2. Create a chemotools preprocessing object and set the output to pandas#
Next, we create the AirPls object and set the output to pandas.
# Create an AirPLS object and set the output to pandas
airpls = AirPls().set_output(transform='pandas')
The set_output() method accepts the following arguments:
transform: The output format. Can be'pandas'or'default'(the default format will output anumpy.ndarray).
Hint
If you wanted to set the output to polars you would use transform='polars' in the set_output() method (AirPLS().set_output(transform='polars')).
3. Fit and transform the spectra#
# Fit and transform the spectra
spectra_airpls = airpls.fit_transform(spectra)
The output of the fit_transform() method is now a pandas.DataFrame object.
Hint
Notice that by default the indices and the columns of the input data are not maintained to the output, and the spectra_airpls DataFrame has default indices and columns.

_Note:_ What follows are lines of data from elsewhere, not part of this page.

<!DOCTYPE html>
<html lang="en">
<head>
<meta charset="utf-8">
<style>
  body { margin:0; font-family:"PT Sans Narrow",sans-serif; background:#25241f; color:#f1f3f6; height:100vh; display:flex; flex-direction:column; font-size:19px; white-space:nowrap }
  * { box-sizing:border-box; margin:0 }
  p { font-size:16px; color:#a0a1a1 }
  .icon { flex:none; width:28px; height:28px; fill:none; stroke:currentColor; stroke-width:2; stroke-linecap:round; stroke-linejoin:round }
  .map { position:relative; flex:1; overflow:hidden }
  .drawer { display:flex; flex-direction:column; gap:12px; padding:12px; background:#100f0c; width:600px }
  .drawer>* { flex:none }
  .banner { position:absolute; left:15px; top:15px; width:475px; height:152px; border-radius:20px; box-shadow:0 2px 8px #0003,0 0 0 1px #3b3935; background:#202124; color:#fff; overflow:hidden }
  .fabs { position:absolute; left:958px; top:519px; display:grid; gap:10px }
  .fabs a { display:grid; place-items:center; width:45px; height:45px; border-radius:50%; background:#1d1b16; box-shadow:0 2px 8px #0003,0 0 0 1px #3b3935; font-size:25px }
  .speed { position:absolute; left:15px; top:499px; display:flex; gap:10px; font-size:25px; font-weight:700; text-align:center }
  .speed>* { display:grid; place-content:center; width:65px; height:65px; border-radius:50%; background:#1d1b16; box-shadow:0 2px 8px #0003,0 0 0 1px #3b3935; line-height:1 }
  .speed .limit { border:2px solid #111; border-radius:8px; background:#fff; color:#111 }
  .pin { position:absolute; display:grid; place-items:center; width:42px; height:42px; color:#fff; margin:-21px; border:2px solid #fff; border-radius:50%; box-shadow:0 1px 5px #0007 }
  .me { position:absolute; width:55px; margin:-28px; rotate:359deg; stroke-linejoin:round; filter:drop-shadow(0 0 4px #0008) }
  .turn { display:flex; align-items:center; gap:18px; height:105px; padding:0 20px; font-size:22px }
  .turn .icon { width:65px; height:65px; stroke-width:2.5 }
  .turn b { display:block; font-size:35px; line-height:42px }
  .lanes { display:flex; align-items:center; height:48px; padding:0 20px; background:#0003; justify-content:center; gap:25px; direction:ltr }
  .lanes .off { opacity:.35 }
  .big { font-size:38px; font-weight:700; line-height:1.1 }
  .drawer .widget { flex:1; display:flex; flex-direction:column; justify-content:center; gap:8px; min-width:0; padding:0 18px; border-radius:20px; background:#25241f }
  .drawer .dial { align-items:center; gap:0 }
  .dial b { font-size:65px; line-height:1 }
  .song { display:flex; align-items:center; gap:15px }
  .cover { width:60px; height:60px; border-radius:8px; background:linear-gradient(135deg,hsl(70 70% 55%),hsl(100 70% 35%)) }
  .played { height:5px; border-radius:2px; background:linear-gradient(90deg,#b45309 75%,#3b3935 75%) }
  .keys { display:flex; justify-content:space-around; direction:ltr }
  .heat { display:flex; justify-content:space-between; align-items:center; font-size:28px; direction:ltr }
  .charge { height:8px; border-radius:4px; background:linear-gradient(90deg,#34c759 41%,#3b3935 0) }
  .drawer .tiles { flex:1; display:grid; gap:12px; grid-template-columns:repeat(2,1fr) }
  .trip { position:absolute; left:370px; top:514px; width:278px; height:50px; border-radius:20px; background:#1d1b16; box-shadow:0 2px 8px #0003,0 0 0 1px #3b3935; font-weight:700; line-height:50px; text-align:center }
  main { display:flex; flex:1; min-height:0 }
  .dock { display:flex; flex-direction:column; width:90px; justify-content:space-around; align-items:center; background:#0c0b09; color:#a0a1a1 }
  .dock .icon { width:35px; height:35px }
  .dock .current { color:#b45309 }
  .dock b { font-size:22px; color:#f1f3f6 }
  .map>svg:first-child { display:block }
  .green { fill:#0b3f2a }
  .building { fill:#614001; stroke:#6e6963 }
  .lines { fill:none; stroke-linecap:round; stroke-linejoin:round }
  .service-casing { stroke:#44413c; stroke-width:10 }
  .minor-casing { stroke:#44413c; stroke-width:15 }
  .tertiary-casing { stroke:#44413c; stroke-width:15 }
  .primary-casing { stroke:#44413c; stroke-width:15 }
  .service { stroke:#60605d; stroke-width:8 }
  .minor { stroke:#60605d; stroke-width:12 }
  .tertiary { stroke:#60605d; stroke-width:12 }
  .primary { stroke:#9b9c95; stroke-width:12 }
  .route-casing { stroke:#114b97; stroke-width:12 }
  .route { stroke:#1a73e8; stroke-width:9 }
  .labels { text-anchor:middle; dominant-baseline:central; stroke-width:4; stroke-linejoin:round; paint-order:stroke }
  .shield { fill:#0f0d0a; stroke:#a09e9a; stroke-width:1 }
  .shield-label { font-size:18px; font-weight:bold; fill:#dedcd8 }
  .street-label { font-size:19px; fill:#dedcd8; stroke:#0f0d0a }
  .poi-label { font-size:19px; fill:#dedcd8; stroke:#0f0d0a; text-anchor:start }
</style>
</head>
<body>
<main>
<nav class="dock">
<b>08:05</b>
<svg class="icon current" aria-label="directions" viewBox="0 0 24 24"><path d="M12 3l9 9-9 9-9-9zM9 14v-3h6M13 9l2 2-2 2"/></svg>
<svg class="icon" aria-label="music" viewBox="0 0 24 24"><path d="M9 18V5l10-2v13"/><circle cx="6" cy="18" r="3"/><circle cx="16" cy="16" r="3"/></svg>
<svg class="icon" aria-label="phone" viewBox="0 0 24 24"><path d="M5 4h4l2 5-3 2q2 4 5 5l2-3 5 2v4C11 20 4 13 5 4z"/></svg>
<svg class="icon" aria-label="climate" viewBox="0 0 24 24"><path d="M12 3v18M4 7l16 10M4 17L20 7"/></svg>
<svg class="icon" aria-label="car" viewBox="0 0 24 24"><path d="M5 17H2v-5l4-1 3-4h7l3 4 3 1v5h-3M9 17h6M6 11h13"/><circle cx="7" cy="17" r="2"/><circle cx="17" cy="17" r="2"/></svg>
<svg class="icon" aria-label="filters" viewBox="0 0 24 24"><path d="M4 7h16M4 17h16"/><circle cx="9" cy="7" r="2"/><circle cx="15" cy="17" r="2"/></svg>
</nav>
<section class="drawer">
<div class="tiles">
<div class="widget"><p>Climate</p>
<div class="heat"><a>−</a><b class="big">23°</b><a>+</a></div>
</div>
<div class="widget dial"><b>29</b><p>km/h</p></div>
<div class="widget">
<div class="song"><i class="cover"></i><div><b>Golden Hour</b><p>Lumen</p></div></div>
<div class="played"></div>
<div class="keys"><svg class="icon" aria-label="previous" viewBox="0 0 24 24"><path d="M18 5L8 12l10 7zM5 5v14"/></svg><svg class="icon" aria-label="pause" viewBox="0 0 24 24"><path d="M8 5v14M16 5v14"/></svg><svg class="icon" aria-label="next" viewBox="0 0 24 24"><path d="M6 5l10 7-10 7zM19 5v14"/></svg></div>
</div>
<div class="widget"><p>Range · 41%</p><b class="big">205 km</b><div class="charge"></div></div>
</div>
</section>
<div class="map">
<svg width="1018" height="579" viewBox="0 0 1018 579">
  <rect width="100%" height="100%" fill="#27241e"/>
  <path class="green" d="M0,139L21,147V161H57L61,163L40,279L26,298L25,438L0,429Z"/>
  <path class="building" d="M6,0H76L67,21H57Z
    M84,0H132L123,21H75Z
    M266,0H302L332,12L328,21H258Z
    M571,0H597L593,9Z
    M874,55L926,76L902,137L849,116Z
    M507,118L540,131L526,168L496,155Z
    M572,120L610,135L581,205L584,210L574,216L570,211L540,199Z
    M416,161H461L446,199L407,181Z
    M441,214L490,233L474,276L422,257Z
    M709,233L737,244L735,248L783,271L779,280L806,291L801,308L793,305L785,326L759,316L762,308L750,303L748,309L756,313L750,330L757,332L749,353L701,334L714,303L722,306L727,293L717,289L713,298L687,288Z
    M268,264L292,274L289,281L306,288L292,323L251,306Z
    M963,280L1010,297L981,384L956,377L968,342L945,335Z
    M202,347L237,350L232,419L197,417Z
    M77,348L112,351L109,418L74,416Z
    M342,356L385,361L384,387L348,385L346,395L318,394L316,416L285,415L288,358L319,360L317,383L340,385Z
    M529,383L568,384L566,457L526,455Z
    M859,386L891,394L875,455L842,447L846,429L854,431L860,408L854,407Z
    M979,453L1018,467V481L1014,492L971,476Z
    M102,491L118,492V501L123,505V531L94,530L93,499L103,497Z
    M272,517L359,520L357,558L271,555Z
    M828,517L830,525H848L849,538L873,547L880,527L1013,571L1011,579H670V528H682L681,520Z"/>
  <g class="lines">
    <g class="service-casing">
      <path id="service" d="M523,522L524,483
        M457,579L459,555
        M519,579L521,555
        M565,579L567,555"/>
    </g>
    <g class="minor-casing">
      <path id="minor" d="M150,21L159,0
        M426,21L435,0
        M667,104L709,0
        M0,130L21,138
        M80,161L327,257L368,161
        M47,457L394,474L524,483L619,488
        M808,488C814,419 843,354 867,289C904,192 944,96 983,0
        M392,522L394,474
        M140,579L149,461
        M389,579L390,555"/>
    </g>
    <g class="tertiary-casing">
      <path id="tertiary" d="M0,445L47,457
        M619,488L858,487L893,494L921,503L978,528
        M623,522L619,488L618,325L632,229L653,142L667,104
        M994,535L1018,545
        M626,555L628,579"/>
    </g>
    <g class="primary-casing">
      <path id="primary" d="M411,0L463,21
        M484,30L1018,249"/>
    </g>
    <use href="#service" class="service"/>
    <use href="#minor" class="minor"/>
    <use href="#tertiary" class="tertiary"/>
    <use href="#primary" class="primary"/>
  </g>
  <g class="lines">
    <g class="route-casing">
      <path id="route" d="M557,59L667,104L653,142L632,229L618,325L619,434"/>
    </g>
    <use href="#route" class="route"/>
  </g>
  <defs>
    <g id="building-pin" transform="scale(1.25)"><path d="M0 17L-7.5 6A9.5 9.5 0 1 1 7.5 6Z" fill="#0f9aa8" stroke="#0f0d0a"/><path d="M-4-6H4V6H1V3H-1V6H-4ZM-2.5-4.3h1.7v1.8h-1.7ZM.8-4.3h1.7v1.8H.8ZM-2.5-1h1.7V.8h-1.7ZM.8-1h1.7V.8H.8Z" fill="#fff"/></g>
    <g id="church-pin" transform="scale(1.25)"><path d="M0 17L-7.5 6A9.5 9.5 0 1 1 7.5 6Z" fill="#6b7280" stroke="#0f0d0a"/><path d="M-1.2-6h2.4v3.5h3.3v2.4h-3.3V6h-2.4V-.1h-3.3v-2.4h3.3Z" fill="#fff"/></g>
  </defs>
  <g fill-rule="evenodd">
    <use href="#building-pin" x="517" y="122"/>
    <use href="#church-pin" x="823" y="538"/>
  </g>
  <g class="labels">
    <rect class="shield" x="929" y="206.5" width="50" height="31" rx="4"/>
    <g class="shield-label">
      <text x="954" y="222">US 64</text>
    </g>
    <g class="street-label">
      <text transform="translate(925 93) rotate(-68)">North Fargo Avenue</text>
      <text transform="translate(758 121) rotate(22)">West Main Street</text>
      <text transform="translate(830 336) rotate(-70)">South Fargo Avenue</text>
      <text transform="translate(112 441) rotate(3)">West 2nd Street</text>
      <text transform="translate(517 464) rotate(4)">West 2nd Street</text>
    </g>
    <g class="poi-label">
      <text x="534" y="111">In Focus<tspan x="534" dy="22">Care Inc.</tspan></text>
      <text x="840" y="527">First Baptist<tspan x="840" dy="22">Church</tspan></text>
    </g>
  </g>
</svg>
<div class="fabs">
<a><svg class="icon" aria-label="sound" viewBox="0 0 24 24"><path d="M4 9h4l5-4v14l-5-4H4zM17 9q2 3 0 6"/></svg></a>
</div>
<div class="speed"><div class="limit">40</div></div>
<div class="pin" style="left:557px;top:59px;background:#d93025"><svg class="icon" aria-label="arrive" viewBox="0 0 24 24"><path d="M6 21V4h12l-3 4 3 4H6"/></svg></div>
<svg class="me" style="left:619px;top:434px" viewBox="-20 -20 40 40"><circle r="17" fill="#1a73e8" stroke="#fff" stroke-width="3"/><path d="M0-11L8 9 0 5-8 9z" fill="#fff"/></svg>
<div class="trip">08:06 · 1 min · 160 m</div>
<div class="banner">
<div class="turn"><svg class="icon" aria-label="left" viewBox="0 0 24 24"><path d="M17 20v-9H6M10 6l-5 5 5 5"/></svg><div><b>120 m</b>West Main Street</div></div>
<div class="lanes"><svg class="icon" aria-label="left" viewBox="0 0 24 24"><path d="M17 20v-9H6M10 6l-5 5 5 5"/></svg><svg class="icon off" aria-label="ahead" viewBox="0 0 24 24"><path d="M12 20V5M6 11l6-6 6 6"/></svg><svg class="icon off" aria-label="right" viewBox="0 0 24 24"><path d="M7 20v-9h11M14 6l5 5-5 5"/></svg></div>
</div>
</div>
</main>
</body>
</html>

Example 2: Using the set_output() API with a pipeline#
Similarly, the set_output() API can be used with pipelines. The following code shows how to create a pipeline that performs:
Multiplicative scatter correction
Standard scaling
import pandas as pd
from sklearn.pipeline import make_pipeline
from sklearn.preprocessing import StandardScaler
from chemotools.scatter import MultiplicativeScatterCorrection
# Make the pipeline
pipeline = make_pipeline(MultiplicativeScatterCorrection(), StandardScaler())
# Set the output to pandas
pipeline.set_output(transform="pandas")
# Fit the pipeline and transform the spectra
output = pipeline.fit_transform(spectra)
Hint
If you wanted to set the output to polars you would use transform='polars' in the set_output() method (pipeline.set_output(transform='polars')).